Assigned task -
Every word of the data below has to be copied faithfully.

Data segment -
__________
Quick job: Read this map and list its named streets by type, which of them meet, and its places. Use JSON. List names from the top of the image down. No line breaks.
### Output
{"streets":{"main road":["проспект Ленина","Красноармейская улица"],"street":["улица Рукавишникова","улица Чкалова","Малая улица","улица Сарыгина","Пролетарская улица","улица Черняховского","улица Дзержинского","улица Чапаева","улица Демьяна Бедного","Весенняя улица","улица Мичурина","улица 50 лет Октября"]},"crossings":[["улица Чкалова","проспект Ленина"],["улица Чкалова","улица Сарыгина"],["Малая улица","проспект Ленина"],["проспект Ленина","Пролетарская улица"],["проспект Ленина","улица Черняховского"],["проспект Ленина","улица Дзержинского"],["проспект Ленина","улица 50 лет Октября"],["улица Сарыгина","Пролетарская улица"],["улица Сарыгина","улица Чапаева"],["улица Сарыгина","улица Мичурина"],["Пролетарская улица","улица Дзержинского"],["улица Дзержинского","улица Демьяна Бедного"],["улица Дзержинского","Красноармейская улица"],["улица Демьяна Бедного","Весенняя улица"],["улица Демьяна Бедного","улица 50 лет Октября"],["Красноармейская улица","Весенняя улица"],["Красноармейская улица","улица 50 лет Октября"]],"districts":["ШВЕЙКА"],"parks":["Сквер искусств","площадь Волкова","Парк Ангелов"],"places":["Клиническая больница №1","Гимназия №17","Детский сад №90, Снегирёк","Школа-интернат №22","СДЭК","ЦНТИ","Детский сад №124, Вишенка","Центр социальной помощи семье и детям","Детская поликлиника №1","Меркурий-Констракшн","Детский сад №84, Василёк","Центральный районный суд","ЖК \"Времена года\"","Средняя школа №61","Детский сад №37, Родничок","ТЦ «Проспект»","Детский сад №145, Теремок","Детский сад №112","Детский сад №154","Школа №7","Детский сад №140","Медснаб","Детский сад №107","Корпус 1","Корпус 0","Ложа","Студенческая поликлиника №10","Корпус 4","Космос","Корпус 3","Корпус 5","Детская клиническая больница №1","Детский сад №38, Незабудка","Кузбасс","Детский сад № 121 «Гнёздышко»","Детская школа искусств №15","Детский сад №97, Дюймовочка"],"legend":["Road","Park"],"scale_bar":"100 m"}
__________
Solution for this problem -
Quick job: Read this map and list its named streets by type, which of them meet, and its places. Use JSON. List names from the top of the image down. No line breaks.
### Output
{"streets":{"main road":["проспект Ленина","Красноармейская улица"],"street":["улица Рукавишникова","улица Чкалова","Малая улица","улица Сарыгина","Пролетарская улица","улица Черняховского","улица Дзержинского","улица Чапаева","улица Демьяна Бедного","Весенняя улица","улица Мичурина","улица 50 лет Октября"]},"crossings":[["улица Чкалова","проспект Ленина"],["улица Чкалова","улица Сарыгина"],["Малая улица","проспект Ленина"],["проспект Ленина","Пролетарская улица"],["проспект Ленина","улица Черняховского"],["проспект Ленина","улица Дзержинского"],["проспект Ленина","улица 50 лет Октября"],["улица Сарыгина","Пролетарская улица"],["улица Сарыгина","улица Чапаева"],["улица Сарыгина","улица Мичурина"],["Пролетарская улица","улица Дзержинского"],["улица Дзержинского","улица Демьяна Бедного"],["улица Дзержинского","Красноармейская улица"],["улица Демьяна Бедного","Весенняя улица"],["улица Демьяна Бедного","улица 50 лет Октября"],["Красноармейская улица","Весенняя улица"],["Красноармейская улица","улица 50 лет Октября"]],"districts":["ШВЕЙКА"],"parks":["Сквер искусств","площадь Волкова","Парк Ангелов"],"places":["Клиническая больница №1","Гимназия №17","Детский сад №90, Снегирёк","Школа-интернат №22","СДЭК","ЦНТИ","Детский сад №124, Вишенка","Центр социальной помощи семье и детям","Детская поликлиника №1","Меркурий-Констракшн","Детский сад №84, Василёк","Центральный районный суд","ЖК \"Времена года\"","Средняя школа №61","Детский сад №37, Родничок","ТЦ «Проспект»","Детский сад №145, Теремок","Детский сад №112","Детский сад №154","Школа №7","Детский сад №140","Медснаб","Детский сад №107","Корпус 1","Корпус 0","Ложа","Студенческая поликлиника №10","Корпус 4","Космос","Корпус 3","Корпус 5","Детская клиническая больница №1","Детский сад №38, Незабудка","Кузбасс","Детский сад № 121 «Гнёздышко»","Детская школа искусств №15","Детский сад №97, Дюймовочка"],"legend":["Road","Park"],"scale_bar":"100 m"}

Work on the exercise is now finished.